Write down each of the records again, exactly and in full.

◆ **Records for processing**
━━━━━━━━━━━━━━━━━━━━━━━━━━━━━━

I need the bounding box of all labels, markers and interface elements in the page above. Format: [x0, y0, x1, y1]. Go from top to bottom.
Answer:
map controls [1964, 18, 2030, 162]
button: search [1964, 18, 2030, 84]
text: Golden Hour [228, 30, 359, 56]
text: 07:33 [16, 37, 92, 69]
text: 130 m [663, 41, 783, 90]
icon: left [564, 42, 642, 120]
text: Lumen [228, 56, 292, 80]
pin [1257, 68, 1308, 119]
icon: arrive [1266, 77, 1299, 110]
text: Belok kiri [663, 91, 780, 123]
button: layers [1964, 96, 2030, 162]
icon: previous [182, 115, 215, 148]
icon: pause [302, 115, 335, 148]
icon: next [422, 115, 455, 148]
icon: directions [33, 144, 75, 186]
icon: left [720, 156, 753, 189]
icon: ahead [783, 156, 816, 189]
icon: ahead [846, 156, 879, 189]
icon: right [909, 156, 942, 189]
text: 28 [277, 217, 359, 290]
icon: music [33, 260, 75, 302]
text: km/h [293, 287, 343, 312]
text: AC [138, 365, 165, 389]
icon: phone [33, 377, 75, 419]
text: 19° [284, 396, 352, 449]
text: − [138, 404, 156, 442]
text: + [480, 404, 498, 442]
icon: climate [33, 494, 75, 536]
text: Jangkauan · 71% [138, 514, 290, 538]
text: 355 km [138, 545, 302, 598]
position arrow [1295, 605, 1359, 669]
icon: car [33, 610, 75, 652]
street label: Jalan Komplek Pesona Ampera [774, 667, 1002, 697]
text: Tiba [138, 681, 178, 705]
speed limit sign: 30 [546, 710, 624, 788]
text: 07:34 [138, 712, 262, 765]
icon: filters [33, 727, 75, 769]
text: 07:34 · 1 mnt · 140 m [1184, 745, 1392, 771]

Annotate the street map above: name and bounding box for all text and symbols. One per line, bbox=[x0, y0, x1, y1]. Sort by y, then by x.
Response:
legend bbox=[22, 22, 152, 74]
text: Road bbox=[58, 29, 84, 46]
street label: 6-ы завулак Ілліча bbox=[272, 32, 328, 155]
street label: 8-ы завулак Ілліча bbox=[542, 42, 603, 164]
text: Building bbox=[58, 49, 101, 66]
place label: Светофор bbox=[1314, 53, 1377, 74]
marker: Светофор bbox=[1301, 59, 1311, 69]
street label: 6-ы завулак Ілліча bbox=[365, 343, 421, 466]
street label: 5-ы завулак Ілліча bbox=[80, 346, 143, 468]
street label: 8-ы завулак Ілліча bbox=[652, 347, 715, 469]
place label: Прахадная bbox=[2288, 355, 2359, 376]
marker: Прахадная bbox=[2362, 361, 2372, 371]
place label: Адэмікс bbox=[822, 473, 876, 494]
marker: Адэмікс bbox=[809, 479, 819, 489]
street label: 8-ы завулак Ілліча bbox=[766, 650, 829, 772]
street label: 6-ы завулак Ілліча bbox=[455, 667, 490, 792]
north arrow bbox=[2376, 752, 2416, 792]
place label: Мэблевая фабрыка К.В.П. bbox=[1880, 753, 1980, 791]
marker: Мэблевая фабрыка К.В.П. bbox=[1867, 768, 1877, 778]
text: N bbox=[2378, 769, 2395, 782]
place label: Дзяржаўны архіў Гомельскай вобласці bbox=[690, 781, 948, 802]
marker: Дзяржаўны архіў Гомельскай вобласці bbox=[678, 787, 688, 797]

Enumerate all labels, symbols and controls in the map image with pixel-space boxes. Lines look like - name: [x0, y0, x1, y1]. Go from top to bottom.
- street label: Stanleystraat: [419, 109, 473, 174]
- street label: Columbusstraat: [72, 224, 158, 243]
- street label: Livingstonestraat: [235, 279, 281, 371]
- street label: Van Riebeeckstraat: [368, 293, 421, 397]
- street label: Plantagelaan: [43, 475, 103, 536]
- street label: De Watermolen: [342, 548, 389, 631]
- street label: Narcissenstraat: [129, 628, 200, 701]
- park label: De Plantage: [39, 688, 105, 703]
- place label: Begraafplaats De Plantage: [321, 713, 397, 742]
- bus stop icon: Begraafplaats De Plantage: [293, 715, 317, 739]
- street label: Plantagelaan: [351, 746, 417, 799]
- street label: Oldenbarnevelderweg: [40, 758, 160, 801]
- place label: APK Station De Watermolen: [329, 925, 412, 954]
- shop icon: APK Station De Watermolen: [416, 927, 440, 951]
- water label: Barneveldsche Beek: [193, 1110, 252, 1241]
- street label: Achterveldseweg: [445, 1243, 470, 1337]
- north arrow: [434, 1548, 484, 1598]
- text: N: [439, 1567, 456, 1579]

━━━━━━━━━━━━━━━━━━━━━━━━━━━━━━

◆ **Output of the exercise**
I need the bounding box of all labels, markers and interface elements in the page above. Format: [x0, y0, x1, y1]. Go from top to bottom.
Answer:
map controls [1964, 18, 2030, 162]
button: search [1964, 18, 2030, 84]
text: Golden Hour [228, 30, 359, 56]
text: 07:33 [16, 37, 92, 69]
text: 130 m [663, 41, 783, 90]
icon: left [564, 42, 642, 120]
text: Lumen [228, 56, 292, 80]
pin [1257, 68, 1308, 119]
icon: arrive [1266, 77, 1299, 110]
text: Belok kiri [663, 91, 780, 123]
button: layers [1964, 96, 2030, 162]
icon: previous [182, 115, 215, 148]
icon: pause [302, 115, 335, 148]
icon: next [422, 115, 455, 148]
icon: directions [33, 144, 75, 186]
icon: left [720, 156, 753, 189]
icon: ahead [783, 156, 816, 189]
icon: ahead [846, 156, 879, 189]
icon: right [909, 156, 942, 189]
text: 28 [277, 217, 359, 290]
icon: music [33, 260, 75, 302]
text: km/h [293, 287, 343, 312]
text: AC [138, 365, 165, 389]
icon: phone [33, 377, 75, 419]
text: 19° [284, 396, 352, 449]
text: − [138, 404, 156, 442]
text: + [480, 404, 498, 442]
icon: climate [33, 494, 75, 536]
text: Jangkauan · 71% [138, 514, 290, 538]
text: 355 km [138, 545, 302, 598]
position arrow [1295, 605, 1359, 669]
icon: car [33, 610, 75, 652]
street label: Jalan Komplek Pesona Ampera [774, 667, 1002, 697]
text: Tiba [138, 681, 178, 705]
speed limit sign: 30 [546, 710, 624, 788]
text: 07:34 [138, 712, 262, 765]
icon: filters [33, 727, 75, 769]
text: 07:34 · 1 mnt · 140 m [1184, 745, 1392, 771]

Annotate the street map above: name and bounding box for all text and symbols. One per line, bbox=[x0, y0, x1, y1]. Sort by y, then by x.
Response:
legend bbox=[22, 22, 152, 74]
text: Road bbox=[58, 29, 84, 46]
street label: 6-ы завулак Ілліча bbox=[272, 32, 328, 155]
street label: 8-ы завулак Ілліча bbox=[542, 42, 603, 164]
text: Building bbox=[58, 49, 101, 66]
place label: Светофор bbox=[1314, 53, 1377, 74]
marker: Светофор bbox=[1301, 59, 1311, 69]
street label: 6-ы завулак Ілліча bbox=[365, 343, 421, 466]
street label: 5-ы завулак Ілліча bbox=[80, 346, 143, 468]
street label: 8-ы завулак Ілліча bbox=[652, 347, 715, 469]
place label: Прахадная bbox=[2288, 355, 2359, 376]
marker: Прахадная bbox=[2362, 361, 2372, 371]
place label: Адэмікс bbox=[822, 473, 876, 494]
marker: Адэмікс bbox=[809, 479, 819, 489]
street label: 8-ы завулак Ілліча bbox=[766, 650, 829, 772]
street label: 6-ы завулак Ілліча bbox=[455, 667, 490, 792]
north arrow bbox=[2376, 752, 2416, 792]
place label: Мэблевая фабрыка К.В.П. bbox=[1880, 753, 1980, 791]
marker: Мэблевая фабрыка К.В.П. bbox=[1867, 768, 1877, 778]
text: N bbox=[2378, 769, 2395, 782]
place label: Дзяржаўны архіў Гомельскай вобласці bbox=[690, 781, 948, 802]
marker: Дзяржаўны архіў Гомельскай вобласці bbox=[678, 787, 688, 797]

Enumerate all labels, symbols and controls in the map image with pixel-space boxes. Lines look like - name: [x0, y0, x1, y1]. Go from top to bottom.
- street label: Stanleystraat: [419, 109, 473, 174]
- street label: Columbusstraat: [72, 224, 158, 243]
- street label: Livingstonestraat: [235, 279, 281, 371]
- street label: Van Riebeeckstraat: [368, 293, 421, 397]
- street label: Plantagelaan: [43, 475, 103, 536]
- street label: De Watermolen: [342, 548, 389, 631]
- street label: Narcissenstraat: [129, 628, 200, 701]
- park label: De Plantage: [39, 688, 105, 703]
- place label: Begraafplaats De Plantage: [321, 713, 397, 742]
- bus stop icon: Begraafplaats De Plantage: [293, 715, 317, 739]
- street label: Plantagelaan: [351, 746, 417, 799]
- street label: Oldenbarnevelderweg: [40, 758, 160, 801]
- place label: APK Station De Watermolen: [329, 925, 412, 954]
- shop icon: APK Station De Watermolen: [416, 927, 440, 951]
- water label: Barneveldsche Beek: [193, 1110, 252, 1241]
- street label: Achterveldseweg: [445, 1243, 470, 1337]
- north arrow: [434, 1548, 484, 1598]
- text: N: [439, 1567, 456, 1579]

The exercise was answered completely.